Sky glanced down at his phone to see if Daisy had responded to his call or his text. Nope. Not yet. He ignored the kick in his gut when he remembered how she’d left in a huff on Sunday. He covered with the dreamy-eyed, lovesick look he’d been accused of. “Well, she’s awesome with everyone: old people, kids, animals. And everybody loves her—except my cat. And you know what’s really amazing? She doesn’t fall for my bullshit. She stares it down and sees right through it.”

“Ah, smart too,” Philip said. “I don’t know, Sky, sounds like she might be out of your league.” 

“Yeah, and you were in Hallie’s league when you first met her, right, nerd boy?”

Philip chuckled. “Score one for the Skylark.”

“Anyway, Daisy’s running from something. She’s a do-gooder, but she doesn’t leave any time for herself. What’s up with that?”

“Maybe she’s got her own demons.”

“Well, she is divorced. And I think the son-of-a-bitch did a number on her. Marine pilot. Guy had to be nuts to give up a woman like her.”

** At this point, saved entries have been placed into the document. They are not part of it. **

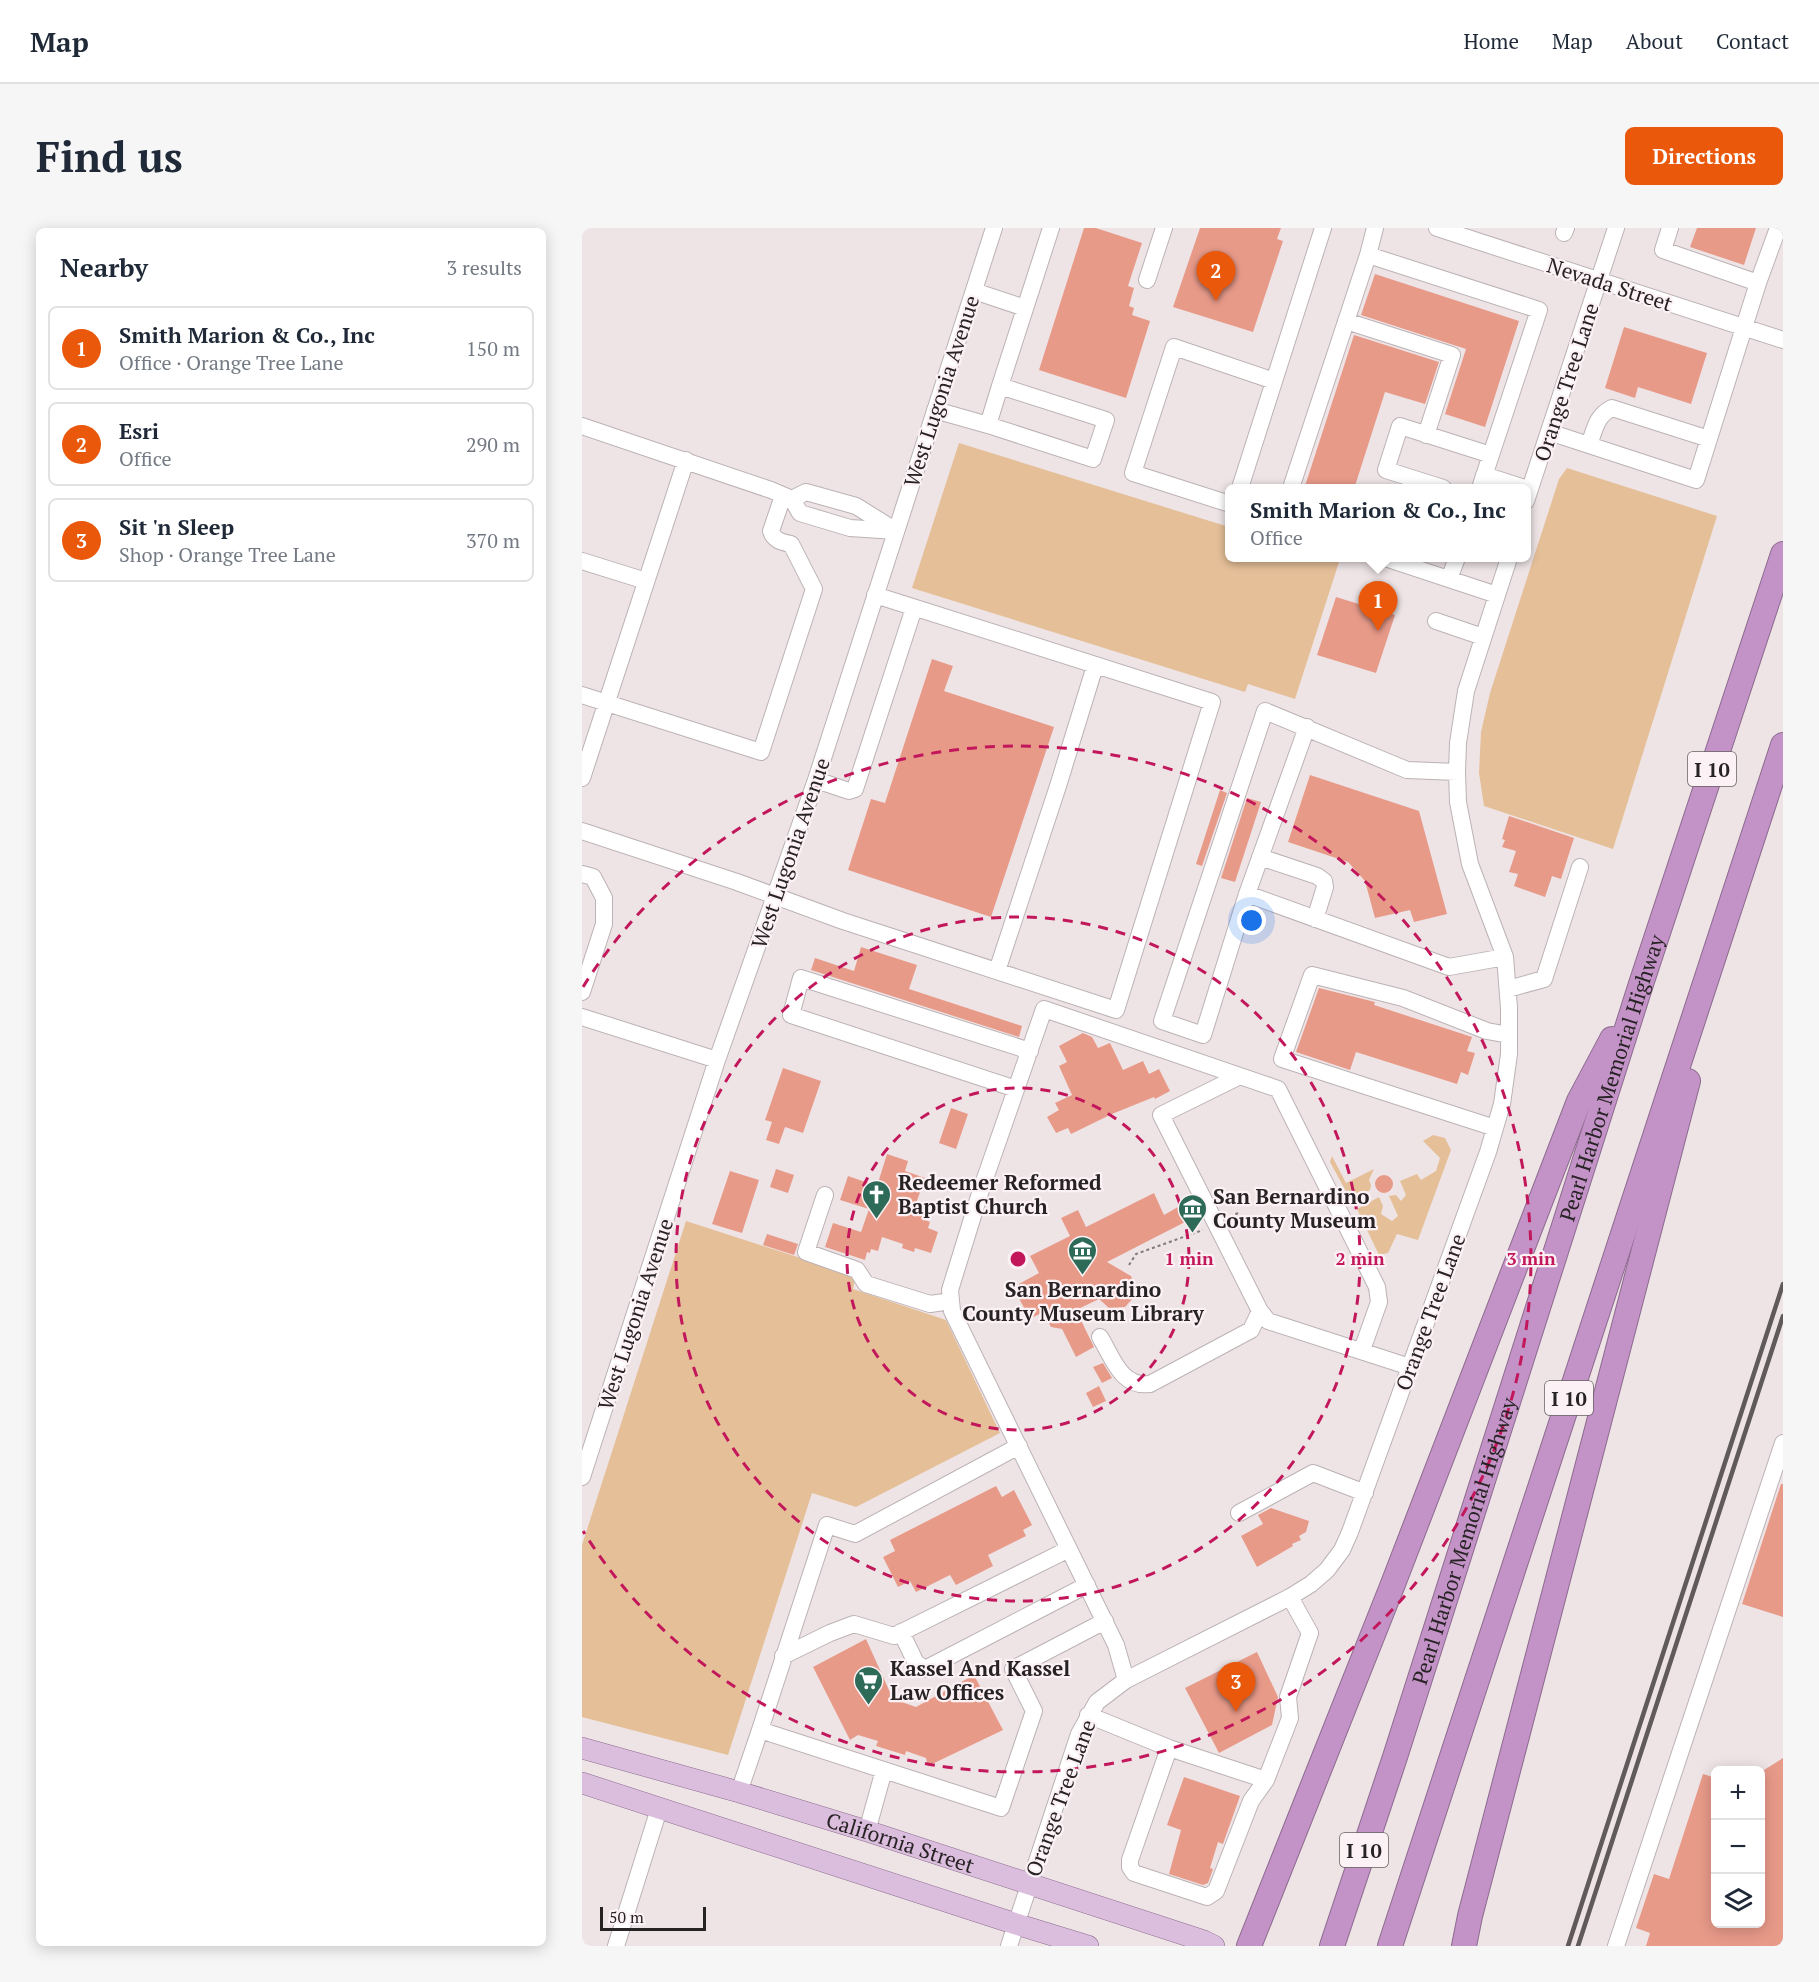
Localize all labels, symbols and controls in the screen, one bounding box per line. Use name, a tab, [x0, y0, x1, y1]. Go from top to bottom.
text: Map	[30, 23, 89, 60]
text: Home	[1463, 27, 1519, 55]
text: Map	[1552, 27, 1593, 55]
text: About	[1626, 27, 1683, 55]
text: Contact	[1716, 27, 1789, 55]
button: Directions	[1625, 127, 1783, 185]
text: Find us	[36, 128, 183, 184]
text: Nearby	[60, 250, 148, 284]
pin: 2	[1196, 251, 1236, 301]
street label: Nevada Street	[1544, 251, 1676, 317]
text: 3 results	[447, 254, 522, 281]
street label: West Lugonia Avenue	[897, 292, 985, 490]
street label: Orange Tree Lane	[1527, 299, 1605, 465]
text: Smith Marion & Co., Inc	[119, 320, 375, 349]
text: 1	[76, 335, 87, 362]
text: 150 m	[466, 335, 520, 362]
text: Office · Orange Tree Lane	[119, 349, 344, 376]
text: Esri	[119, 416, 159, 445]
text: 2	[76, 431, 87, 458]
text: 290 m	[466, 431, 520, 458]
text: Office	[119, 445, 172, 472]
popup	[1225, 484, 1531, 562]
text: Smith Marion & Co., Inc	[1250, 495, 1506, 524]
text: Sit 'n Sleep	[119, 512, 234, 541]
text: Office	[1250, 524, 1303, 551]
text: 3	[76, 527, 87, 554]
text: 370 m	[466, 527, 520, 554]
text: Shop · Orange Tree Lane	[119, 541, 336, 568]
pin: 1	[1358, 582, 1398, 631]
road number: I 10	[1688, 752, 1736, 786]
street label: West Lugonia Avenue	[744, 754, 836, 952]
your location	[1237, 906, 1266, 935]
street label: Pearl Harbor Memorial Highway	[1552, 931, 1670, 1225]
place label: Redeemer Reformed Baptist Church	[898, 1168, 1102, 1220]
church icon: Redeemer Reformed Baptist Church	[861, 1178, 893, 1220]
place label: San Bernardino County Museum	[1213, 1182, 1377, 1234]
museum icon: San Bernardino County Museum	[1176, 1192, 1208, 1234]
street label: West Lugonia Avenue	[591, 1215, 679, 1413]
street label: Orange Tree Lane	[1389, 1230, 1471, 1394]
museum icon: San Bernardino County Museum Library	[1067, 1234, 1099, 1276]
text: 1 min	[1164, 1246, 1214, 1270]
text: 2 min	[1335, 1246, 1385, 1270]
text: 3 min	[1506, 1246, 1556, 1270]
centre of rings	[1008, 1249, 1028, 1269]
place label: San Bernardino County Museum Library	[962, 1275, 1205, 1327]
road number: I 10	[1545, 1381, 1593, 1415]
street label: Pearl Harbor Memorial Highway	[1405, 1394, 1523, 1688]
place label: Kassel And Kassel Law Offices	[890, 1654, 1070, 1706]
pin: 3	[1216, 1662, 1256, 1712]
supermarket icon: Kassel And Kassel Law Offices	[853, 1664, 885, 1706]
street label: Orange Tree Lane	[1019, 1716, 1101, 1880]
map controls	[1711, 1766, 1765, 1928]
button: +	[1711, 1766, 1765, 1820]
street label: California Street	[823, 1805, 978, 1879]
button: −	[1711, 1820, 1765, 1874]
road number: I 10	[1340, 1833, 1388, 1867]
button: layers	[1711, 1874, 1765, 1928]
scale bar	[600, 1904, 706, 1932]
text: 50 m	[609, 1906, 644, 1928]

“He’s a jarhead. What do you expect?”

“And obviously stupid.”

Philip smiled. “Same difference.”

Sky scratched his head and perused the tavern again before settling his elbows on the table and leaning in. “I got something else that’s bothering me, Bill. What if I got past this thing with Daniel or whatever the hell it is.” Sky shrugged. “And what if Daisy got over the ex-husband. And, say we got serious. Say we got married or something. Can it really be good with just one woman?”

The question brought a grin to Philip’s face.

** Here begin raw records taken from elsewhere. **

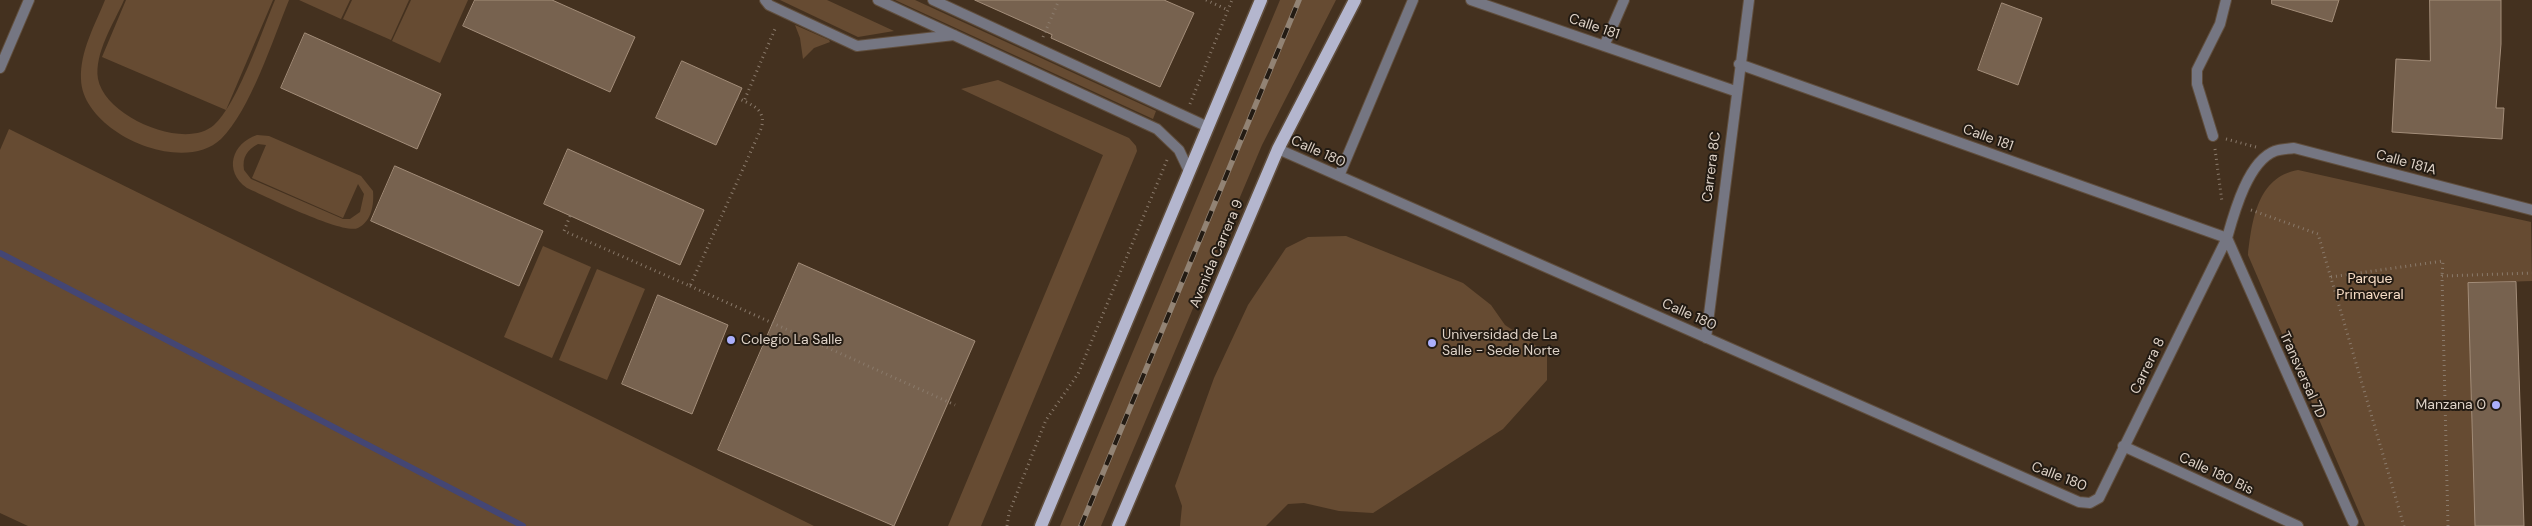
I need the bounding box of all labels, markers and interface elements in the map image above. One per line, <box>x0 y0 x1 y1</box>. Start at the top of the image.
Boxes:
street label: Calle 181 <box>1566 11 1622 43</box>
street label: Calle 181 <box>1960 121 2016 155</box>
street label: Carrera 8C <box>1699 131 1725 203</box>
street label: Calle 180 <box>1288 133 1348 171</box>
street label: Calle 181A <box>2374 147 2438 179</box>
street label: Avenida Carrera 9 <box>1187 197 1247 311</box>
park label: Parque Primaveral <box>2336 271 2404 304</box>
street label: Calle 180 <box>1659 296 1719 334</box>
place label: Universidad de La Salle - Sede Norte <box>1442 327 1560 360</box>
street label: Transversal 7D <box>2275 329 2329 421</box>
place label: Colegio La Salle <box>741 332 842 348</box>
marker: Colegio La Salle <box>725 334 737 346</box>
street label: Carrera 8 <box>2127 335 2169 397</box>
marker: Universidad de La Salle - Sede Norte <box>1426 337 1438 349</box>
place label: Manzana 0 <box>2416 397 2486 413</box>
marker: Manzana 0 <box>2490 399 2502 411</box>
street label: Calle 180 Bis <box>2176 449 2256 499</box>
street label: Calle 180 <box>2029 459 2089 495</box>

Sky leaned back, hands up in surrender. “Shit, I’m asking the wrong man. Hallie’s, like, the coolest person in the world. But still, this is for the rest of your life. That’s a hell of a long time with the same chick. How do you keep the rush from wearing off?”

Philip laughed. “Well, it pretty much starts with thinking of her as a woman instead of a
chick
, Sky. And it’s got to be the right woman. Then it doesn’t wear off. You keep making the magic happen.”

“I don’t know. That sounds easier said than done.” Sky drained his beer, set the bottle down, pushed it aside. “Okay, thanks for all the advice. I’ll think it over.”   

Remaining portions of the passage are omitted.